Gilfoyle doesn’t say anything to that, just smirks at Dinesh, raises his eyebrows, and drains the end of the beer. He sets the empty bottle on Dinesh’s sideboard, even though there are about a dozen marble surfaces where it wouldn’t leave a ring, and chuckles as Dinesh scrambles to wipe away the condensation.

Fucking Gilfoyle.

*

Sushi with Kelsey on Friday goes well, and then a walk through the Botanical Gardens on Sunday goes even better, meaning that by the following Monday, Dinesh is fairly certain that he has actually managed to find an honest-to-God girlfriend. One who isn’t an Adobe spy or a prank set up by Gilfoyle or, unlike his last girlfriend, a material threat to national security. He finally has someone to check out new restaurants he sees on Instagram with, or to go to movies with, or to bring to all the fancy charity events that their PR guy Colton insists will be good for their brand awareness, and which Gilfoyle refuses to go near with a fifty foot pole.

He’s happy. Of course, because he’s him, being happy means he’s also constantly on alert for whatever giant red flags he’s missing that are going to make this whole thing go up in flames any day, but he spends most of his time like that anyway, so it’s not like this is that different. At least with Kelsey, Dinesh is getting laid in the meantime.
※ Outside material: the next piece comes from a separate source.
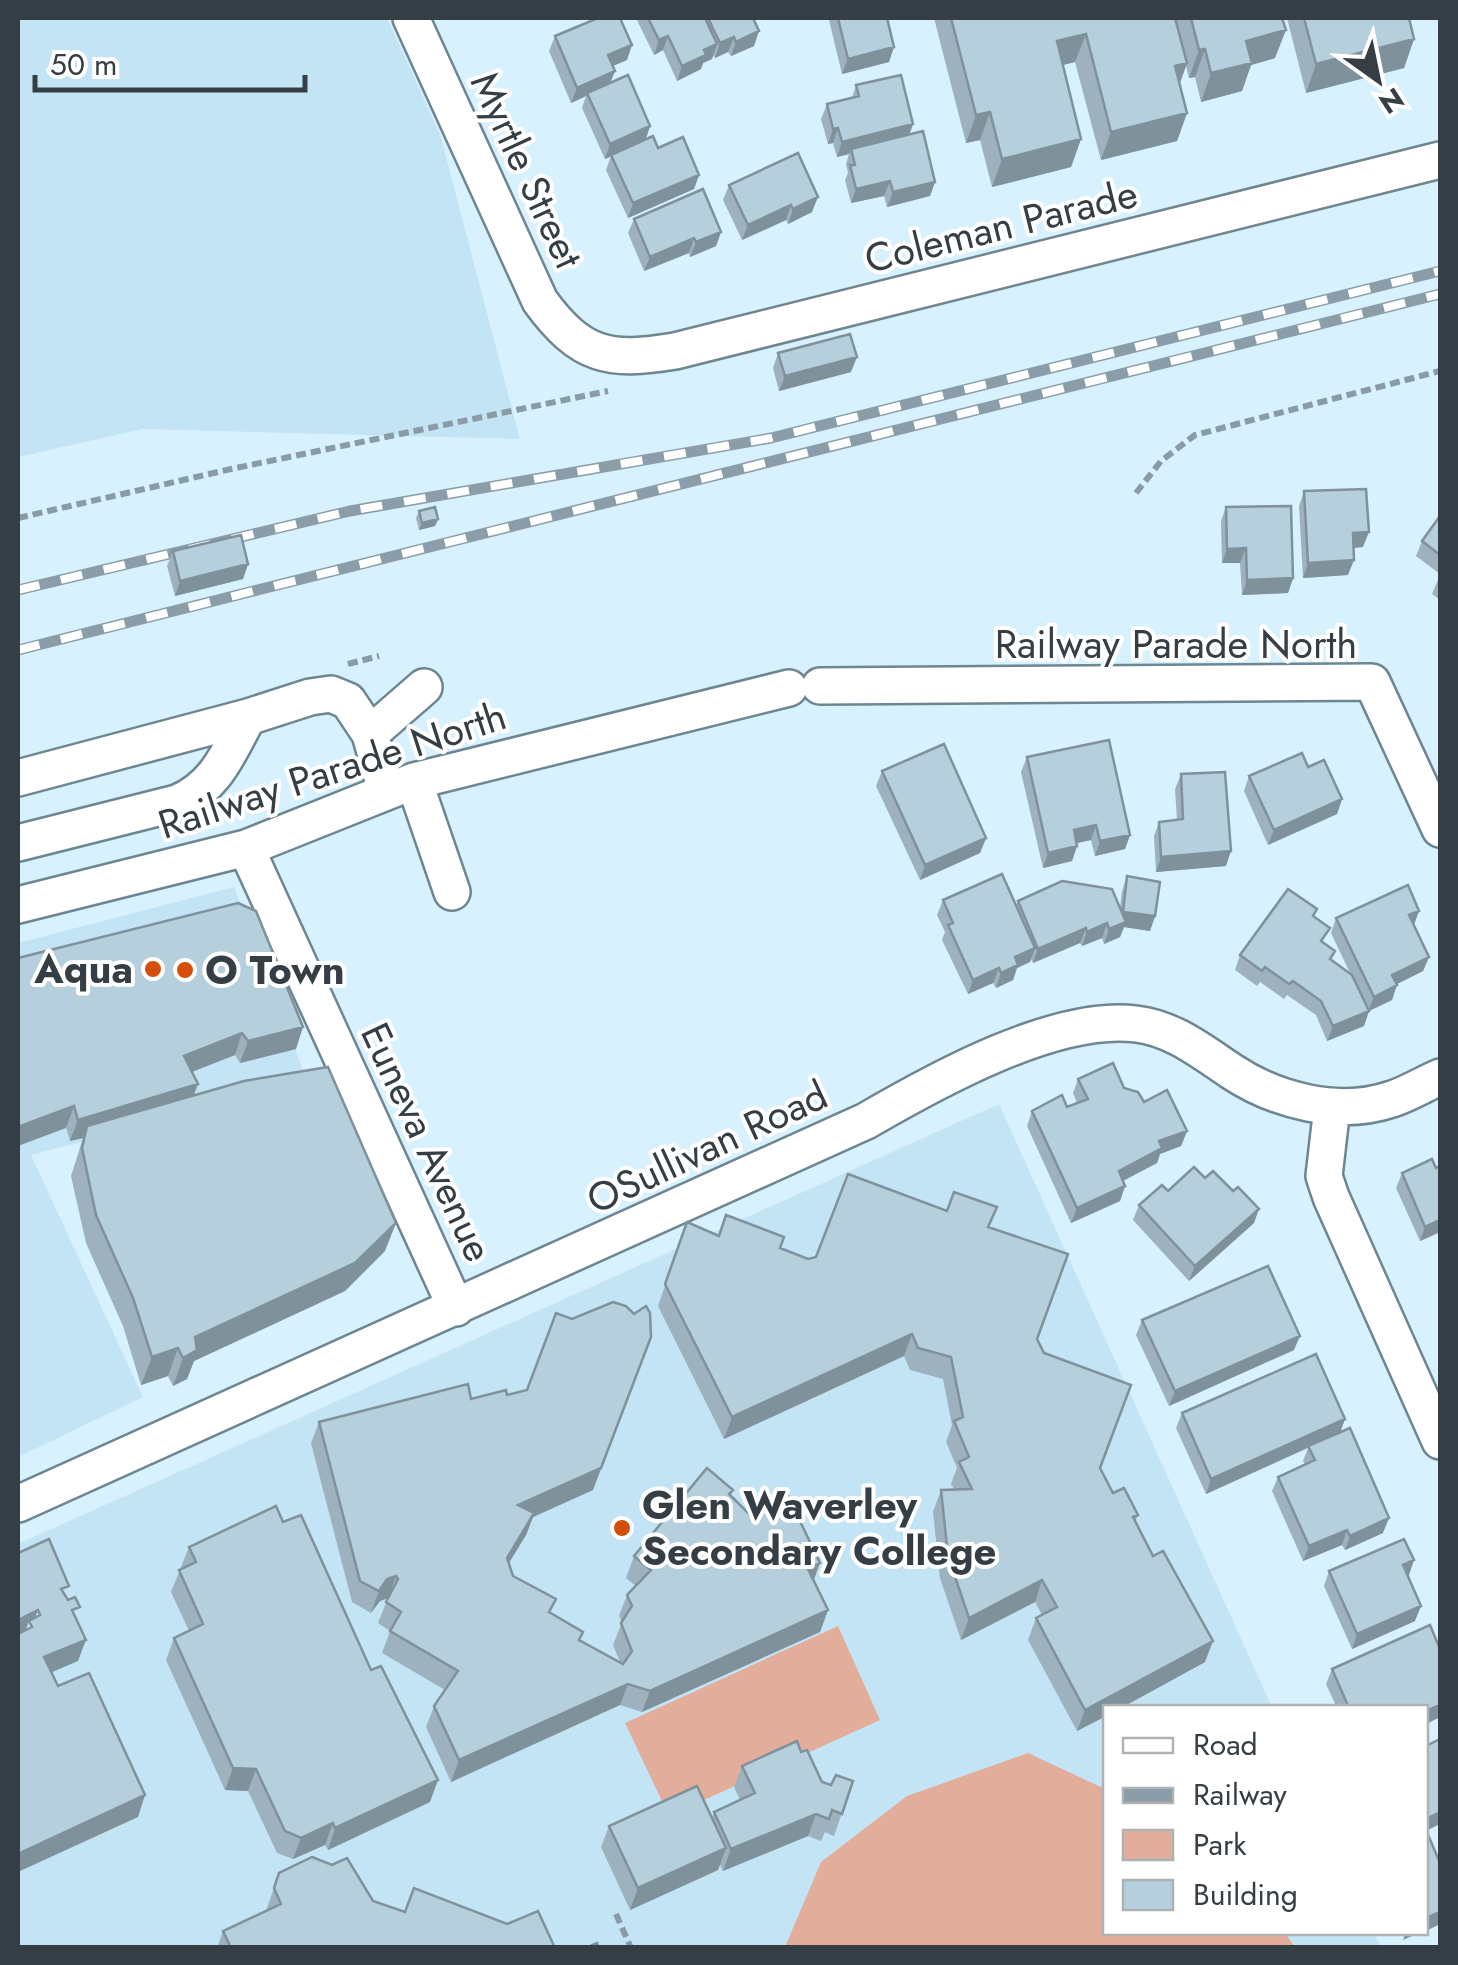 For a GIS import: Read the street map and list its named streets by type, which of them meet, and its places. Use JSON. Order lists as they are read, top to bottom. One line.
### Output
{"streets":{"street":["Myrtle Street","Coleman Parade","Railway Parade North","Euneva Avenue","OSullivan Road"]},"crossings":[["Myrtle Street","Coleman Parade"],["Railway Parade North","Euneva Avenue"],["Euneva Avenue","OSullivan Road"]],"places":["Aqua","O Town","Glen Waverley Secondary College"],"legend":["Road","Railway","Park","Building"],"scale_bar":"50 m","north":"bottom right"}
It should be enough to make him happy. Kelsey is great—she’s like everything Dinesh had described in the dozens of dating profiles he’s written at this point. She’s easy to talk to and fun to be around. She helps encourage him to try new things he’d normally be too worried Gilfoyle would give him shit about, but she’s also just as happy he is to spend most of their nights snuggled up on the couch binging Netflix together. She’s basically perfect for him. She’s—

She’s not Gilfoyle.

It’s not even hard for him to admit to himself anymore, the Gilfoyle of it all. The thing about being in unrequited love with your best friend-slash-worst enemy is that, sooner or later, you get used to it. Dinesh has tried for years to talk himself out of the pathetic obsession with the guy, but at this point, he’s pretty sure that he’ll carry his crush to the grave. Every so often, he and Gilfoyle will have a particularly nasty fight and he’ll genuinely start to believe that this is the end, that he’s finally free to let it all go, and then Gilfoyle will cast him a conspiratorial look and say something about a we that implies Dinesh-and-Gilfoyle are a single unit, and Dinesh’s chest will get all warm and squirmy all over again.

The gay thing had freaked him out a little at first, but honestly, that wasn’t nearly as freaky as the Gilfoyle thing. Half of Palo Alto is some kind of alternative sexuality, usually adopting whatever label is trendy at the newest up-and-coming company in any given month, and Dinesh probably would have been perfectly fine sitting in the monthly Queers In Tech meetings and describing himself as bisexual or pansexual or omnisexual or really anything else that wasn’t ‘mostly women, but also Gilfoyle’. Especially since, as time goes on, the ‘women’ part has become less and less relevant, to the point that his sexuality now is pretty much just Gilfoyle.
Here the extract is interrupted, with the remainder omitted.